Operator: Ladies and gentlemen, thank you for standing by and welcome to Paycor’s First Quarter Fiscal Year 2024 Earnings Call. [Operator Instructions] As a reminder, this conference is being recorded. It is now my pleasure to introduce your host, Rachel White, Vice President of Investor Relations. Please go ahead.

Rachel White: Good afternoon and welcome to Paycor’s earnings call for the first quarter of fiscal year 2024, which ended on September 30. On the call with me today are Raul Villar, Jr., Paycor’s Chief Executive Officer; and Adam Ante, Paycor’s Chief Financial Officer. Our financial results can be found in our press release issued today, which is available on the Investor Relations section of our website. Today’s call is being recorded, and a replay will be available on our website following the conclusion of the call. Statements made on this call include forward-looking statements related to our financial results, products, customer demand, operations and other matters. These statements are subject to risks, uncertainties and assumptions and are based on management’s current expectations as of today and may not be updated in the future.

Therefore, these statements should not be relied upon as representing our views as of any subsequent date. We also will refer to certain non-GAAP financial measures and key business metrics to provide additional information to investors. Definitions of non-GAAP measures and key business metrics and a reconciliation of non-GAAP to GAAP measures are provided in our press release on our website. With that, I’ll turn the call over to Raul.

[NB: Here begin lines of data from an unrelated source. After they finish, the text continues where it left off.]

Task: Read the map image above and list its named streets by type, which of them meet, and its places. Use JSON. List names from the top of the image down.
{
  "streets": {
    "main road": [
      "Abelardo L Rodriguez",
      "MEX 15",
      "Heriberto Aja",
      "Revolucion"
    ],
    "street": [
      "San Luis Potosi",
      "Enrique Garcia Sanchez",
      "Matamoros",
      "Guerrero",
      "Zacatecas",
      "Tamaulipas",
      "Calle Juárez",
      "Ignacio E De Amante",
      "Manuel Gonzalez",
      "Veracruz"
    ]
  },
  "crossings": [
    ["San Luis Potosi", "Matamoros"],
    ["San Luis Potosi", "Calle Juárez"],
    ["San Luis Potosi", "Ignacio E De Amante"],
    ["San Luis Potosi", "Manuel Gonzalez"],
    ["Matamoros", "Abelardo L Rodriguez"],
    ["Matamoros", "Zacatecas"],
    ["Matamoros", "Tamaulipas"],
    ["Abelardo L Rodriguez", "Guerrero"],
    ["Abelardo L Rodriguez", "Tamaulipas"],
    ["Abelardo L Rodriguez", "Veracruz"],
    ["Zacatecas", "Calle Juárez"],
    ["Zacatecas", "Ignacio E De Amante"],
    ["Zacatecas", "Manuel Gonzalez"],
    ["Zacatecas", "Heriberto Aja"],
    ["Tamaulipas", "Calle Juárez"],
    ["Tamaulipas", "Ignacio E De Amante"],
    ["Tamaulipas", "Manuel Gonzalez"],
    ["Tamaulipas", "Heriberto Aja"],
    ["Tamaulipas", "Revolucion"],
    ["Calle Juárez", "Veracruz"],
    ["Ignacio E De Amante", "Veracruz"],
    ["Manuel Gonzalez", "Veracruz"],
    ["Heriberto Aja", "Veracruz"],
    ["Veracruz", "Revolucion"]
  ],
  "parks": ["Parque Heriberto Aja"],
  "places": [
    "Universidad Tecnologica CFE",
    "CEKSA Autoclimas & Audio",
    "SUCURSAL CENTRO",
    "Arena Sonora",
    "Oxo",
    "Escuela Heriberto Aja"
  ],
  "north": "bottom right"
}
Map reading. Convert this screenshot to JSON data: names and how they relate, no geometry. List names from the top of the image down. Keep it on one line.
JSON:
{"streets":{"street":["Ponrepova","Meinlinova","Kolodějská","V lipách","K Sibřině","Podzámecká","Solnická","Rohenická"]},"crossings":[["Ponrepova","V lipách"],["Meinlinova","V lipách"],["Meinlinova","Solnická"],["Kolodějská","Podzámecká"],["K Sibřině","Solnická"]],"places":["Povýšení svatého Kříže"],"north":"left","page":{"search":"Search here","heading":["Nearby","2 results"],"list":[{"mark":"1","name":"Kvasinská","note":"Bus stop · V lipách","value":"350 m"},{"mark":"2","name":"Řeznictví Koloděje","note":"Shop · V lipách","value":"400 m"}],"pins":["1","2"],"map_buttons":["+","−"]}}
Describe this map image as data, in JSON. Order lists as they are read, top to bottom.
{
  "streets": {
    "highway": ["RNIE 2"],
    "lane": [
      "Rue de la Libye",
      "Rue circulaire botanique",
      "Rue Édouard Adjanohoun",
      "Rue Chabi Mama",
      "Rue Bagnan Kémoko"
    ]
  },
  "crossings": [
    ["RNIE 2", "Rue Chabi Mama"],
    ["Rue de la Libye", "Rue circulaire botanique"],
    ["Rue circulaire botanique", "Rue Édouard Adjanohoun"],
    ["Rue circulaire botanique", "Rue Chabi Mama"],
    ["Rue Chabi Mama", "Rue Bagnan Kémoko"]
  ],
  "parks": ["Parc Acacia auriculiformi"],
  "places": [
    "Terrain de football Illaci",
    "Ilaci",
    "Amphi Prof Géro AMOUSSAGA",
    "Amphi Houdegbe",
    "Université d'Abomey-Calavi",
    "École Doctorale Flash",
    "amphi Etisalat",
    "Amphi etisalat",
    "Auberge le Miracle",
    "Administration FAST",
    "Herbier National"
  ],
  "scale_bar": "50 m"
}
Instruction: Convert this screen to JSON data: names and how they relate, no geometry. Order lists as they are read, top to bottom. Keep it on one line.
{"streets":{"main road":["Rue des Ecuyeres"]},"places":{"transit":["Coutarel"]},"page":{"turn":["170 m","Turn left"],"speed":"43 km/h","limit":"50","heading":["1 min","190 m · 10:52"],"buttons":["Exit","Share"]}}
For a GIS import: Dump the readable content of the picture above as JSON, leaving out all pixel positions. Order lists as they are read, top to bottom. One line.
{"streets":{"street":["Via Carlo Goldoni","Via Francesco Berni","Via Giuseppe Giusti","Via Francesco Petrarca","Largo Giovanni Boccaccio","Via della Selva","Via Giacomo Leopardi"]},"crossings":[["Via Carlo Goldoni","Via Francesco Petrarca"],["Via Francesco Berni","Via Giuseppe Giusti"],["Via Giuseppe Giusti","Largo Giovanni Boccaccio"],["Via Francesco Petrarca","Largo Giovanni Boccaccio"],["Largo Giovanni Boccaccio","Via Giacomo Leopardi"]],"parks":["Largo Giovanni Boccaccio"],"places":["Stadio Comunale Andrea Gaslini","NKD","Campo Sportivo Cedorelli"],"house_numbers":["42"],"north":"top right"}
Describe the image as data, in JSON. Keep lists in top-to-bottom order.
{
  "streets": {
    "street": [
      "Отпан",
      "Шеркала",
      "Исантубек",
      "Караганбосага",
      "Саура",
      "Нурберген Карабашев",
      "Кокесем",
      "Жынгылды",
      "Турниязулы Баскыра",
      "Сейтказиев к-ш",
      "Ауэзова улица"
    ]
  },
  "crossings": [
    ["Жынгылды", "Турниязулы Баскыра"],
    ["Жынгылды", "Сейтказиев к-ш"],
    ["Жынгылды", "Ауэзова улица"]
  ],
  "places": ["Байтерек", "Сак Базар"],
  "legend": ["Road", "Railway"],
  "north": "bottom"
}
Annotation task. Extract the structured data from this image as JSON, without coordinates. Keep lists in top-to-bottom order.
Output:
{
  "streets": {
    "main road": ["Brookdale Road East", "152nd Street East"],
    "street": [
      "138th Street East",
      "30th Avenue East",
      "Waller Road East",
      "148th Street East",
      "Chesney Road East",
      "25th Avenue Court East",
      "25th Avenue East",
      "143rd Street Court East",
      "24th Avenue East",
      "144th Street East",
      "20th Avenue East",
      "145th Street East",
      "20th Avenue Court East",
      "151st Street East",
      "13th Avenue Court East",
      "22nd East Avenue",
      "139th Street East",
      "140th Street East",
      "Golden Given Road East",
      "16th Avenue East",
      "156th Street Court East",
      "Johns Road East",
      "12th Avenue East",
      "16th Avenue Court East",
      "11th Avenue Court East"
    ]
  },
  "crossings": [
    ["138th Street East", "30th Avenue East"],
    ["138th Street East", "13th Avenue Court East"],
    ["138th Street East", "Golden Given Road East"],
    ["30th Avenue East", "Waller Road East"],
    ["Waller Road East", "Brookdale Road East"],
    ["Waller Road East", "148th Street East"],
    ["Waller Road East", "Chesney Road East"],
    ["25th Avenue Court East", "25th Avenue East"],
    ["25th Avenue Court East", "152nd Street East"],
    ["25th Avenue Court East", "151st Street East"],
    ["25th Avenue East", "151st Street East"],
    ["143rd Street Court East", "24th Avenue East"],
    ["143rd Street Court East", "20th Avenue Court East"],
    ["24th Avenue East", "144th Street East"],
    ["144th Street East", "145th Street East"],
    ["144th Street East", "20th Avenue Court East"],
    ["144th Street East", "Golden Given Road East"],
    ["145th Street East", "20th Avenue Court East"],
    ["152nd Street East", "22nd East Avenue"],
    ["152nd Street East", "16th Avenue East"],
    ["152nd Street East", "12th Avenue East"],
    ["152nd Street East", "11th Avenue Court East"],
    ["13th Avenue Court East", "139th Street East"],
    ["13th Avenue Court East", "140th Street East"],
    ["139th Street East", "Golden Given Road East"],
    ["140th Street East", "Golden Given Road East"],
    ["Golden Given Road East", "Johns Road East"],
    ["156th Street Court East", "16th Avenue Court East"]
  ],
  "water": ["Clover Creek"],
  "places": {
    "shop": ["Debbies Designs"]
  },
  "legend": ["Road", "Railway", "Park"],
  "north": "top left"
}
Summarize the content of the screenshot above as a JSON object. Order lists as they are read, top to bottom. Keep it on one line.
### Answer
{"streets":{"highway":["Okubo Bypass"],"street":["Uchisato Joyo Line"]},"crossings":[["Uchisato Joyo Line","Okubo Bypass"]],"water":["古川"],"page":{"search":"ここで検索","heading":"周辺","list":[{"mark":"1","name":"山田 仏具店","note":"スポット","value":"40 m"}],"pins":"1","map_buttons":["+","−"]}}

Raul Villar: Thank you, Rachel and thank you all for joining us to discuss Paycor’s fiscal first quarter results. We had a strong start to the year with revenue growth of 21% this quarter. We drove margin expansion of nearly 200 basis points year-over-year while continuing to invest in differentiating our platform, which increases the value of our HCM suite to our customers and expand our future PEPM opportunity. The demand environment remains solid for our innovative HCM suite that empowers leaders to unlock the potential of their people and business performance. As we shift upmarket, clients tend to purchase a more complete solution and average deal size and attach rates continues to expand nicely. Our deal pipeline is up year-over-year and win rates remain strong.

Our team is making significant progress on our two strategic growth initiatives: expanding sales coverage and increasing the amount we charge per employee per month or PEPM. We are on track to deliver on our full year sales headcount growth target of approximately 20% and sales productivity is progressing in line with our expectations. This quarter, we announced a new go-to-market channel, leveraging our industry-leading interoperability engine. Paycor has a substantial opportunity to partner with technology firms such as vertical-focused SaaS solutions. Our existing software partners offer our embedded HCM solutions nested within their platform for a seamless client experience. Legacy in-house solutions are right for disruption as the HCM requirements continue to increase in complexity and demand for more than just the payroll solution.

We are the only HCM provider with an embedded mid-market offering, and we have a growing pipeline of interested partners. The larger embedded HCM partnerships we mentioned last call will increasingly contribute to our revenue growth in the second half of fiscal 2024 and be accretive to margins in fiscal ‘25. This quarter we enhanced our modern award-winning HCM suite with valuable new functionality that powers people and performance. Our list PEPM of $51 increased $9 or 21% year-on-year, which equates to a PEPM of $612. Further strengthening our suite of artificial intelligence solutions, we recently released a new generative AI analytics, digital assistance powered by Visier. The new offering empowers leaders to quickly and easily consume people-focused analytics and a conversational chat interface.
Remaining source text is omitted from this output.